[Task requirements]: No image is to be carried over; reproduce the rest of the listing word for word.

::::

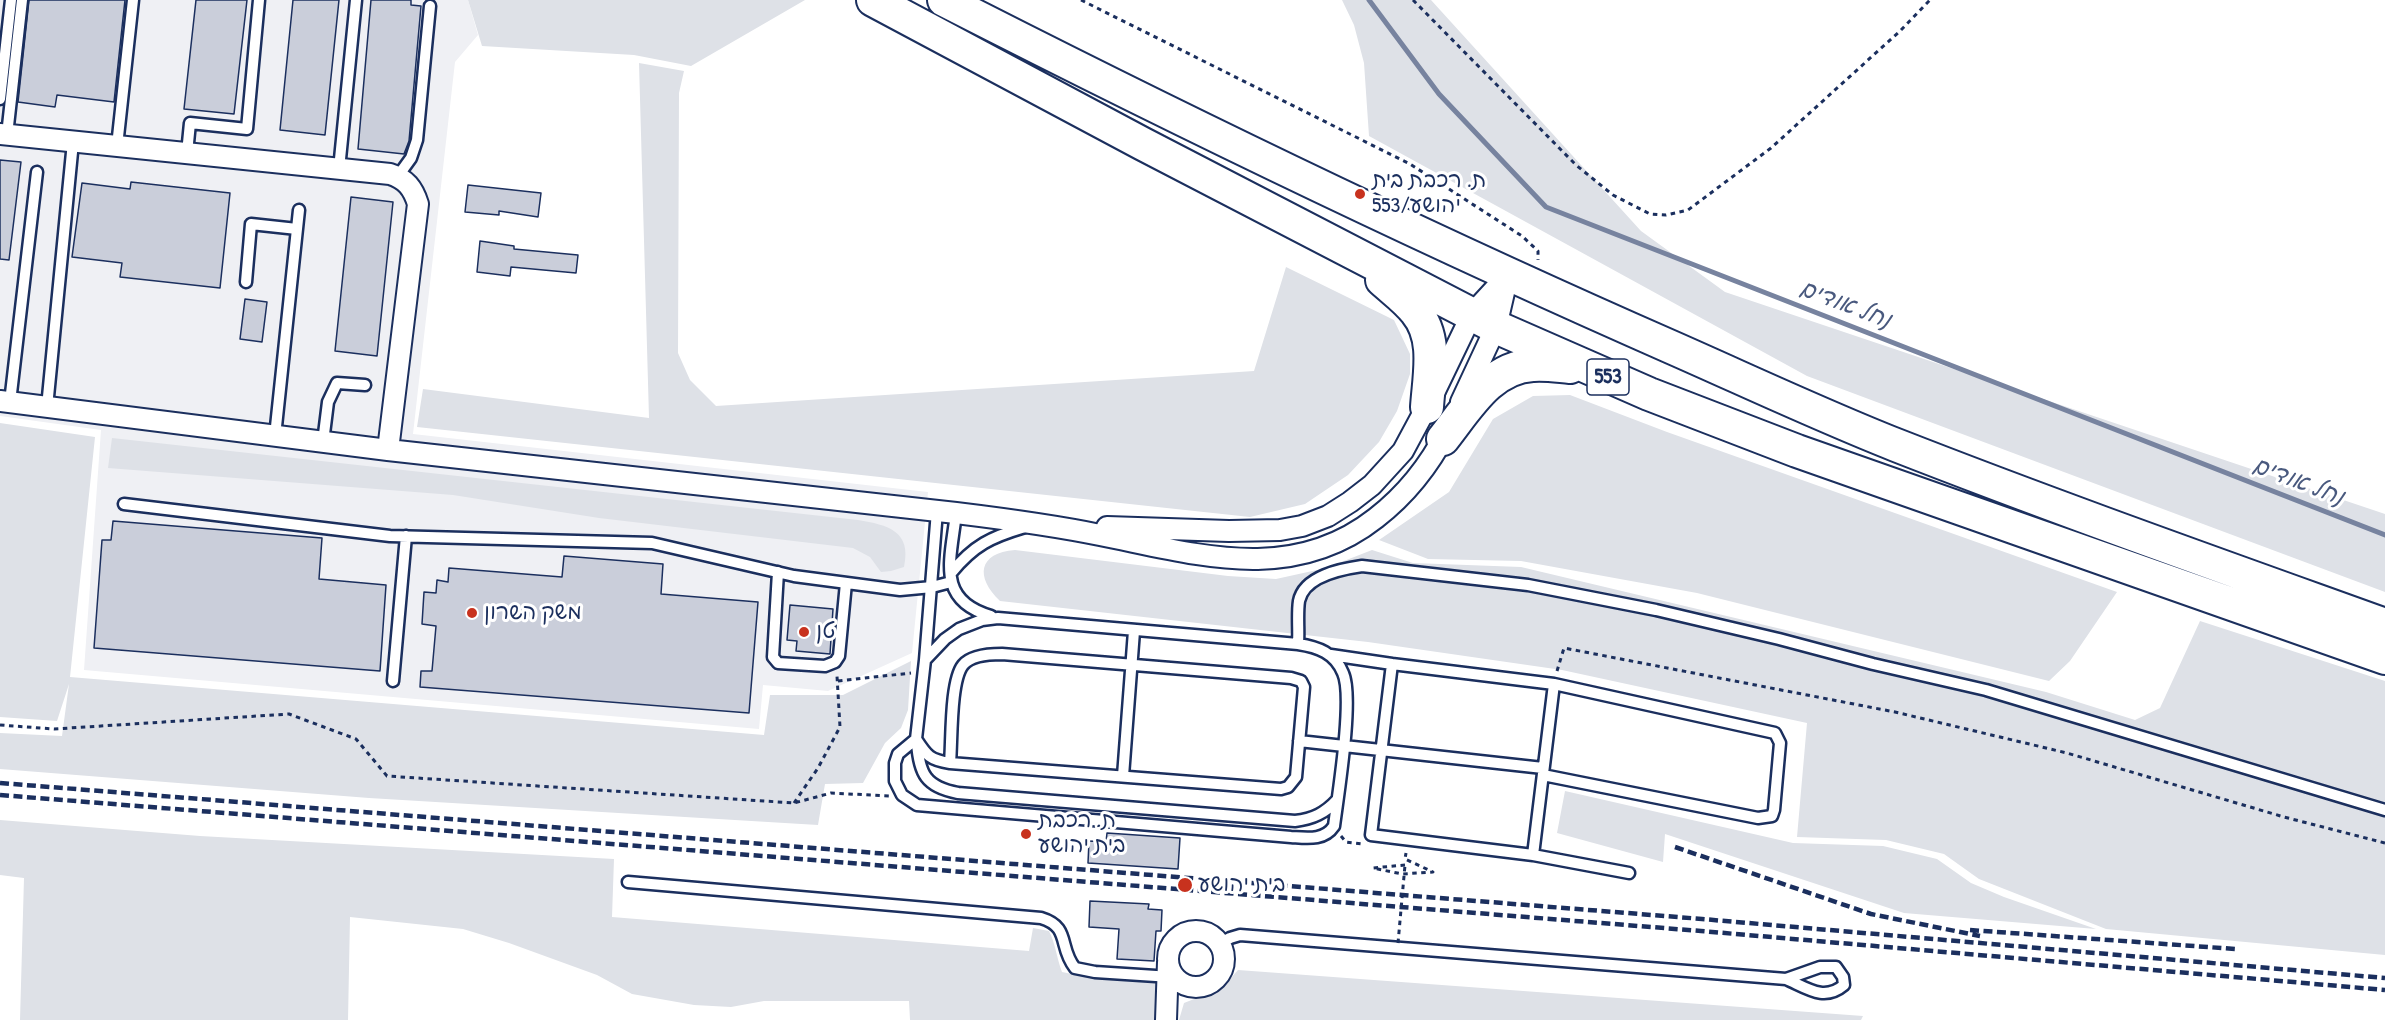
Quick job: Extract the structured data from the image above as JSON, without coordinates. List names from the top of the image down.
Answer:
{
  "streets": {
    "main road": ["553"]
  },
  "water": ["נחל אודים"],
  "places": [
    "ת. רכבת בית יהושע/553",
    "משק השרון",
    "טן",
    "ת. רכבת בית יהושע",
    "בית יהושע"
  ]
}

::::

[Task solution]:
Quick job: Extract the structured data from the image above as JSON, without coordinates. List names from the top of the image down.
Answer:
{
  "streets": {
    "main road": ["553"]
  },
  "water": ["נחל אודים"],
  "places": [
    "ת. רכבת בית יהושע/553",
    "משק השרון",
    "טן",
    "ת. רכבת בית יהושע",
    "בית יהושע"
  ]
}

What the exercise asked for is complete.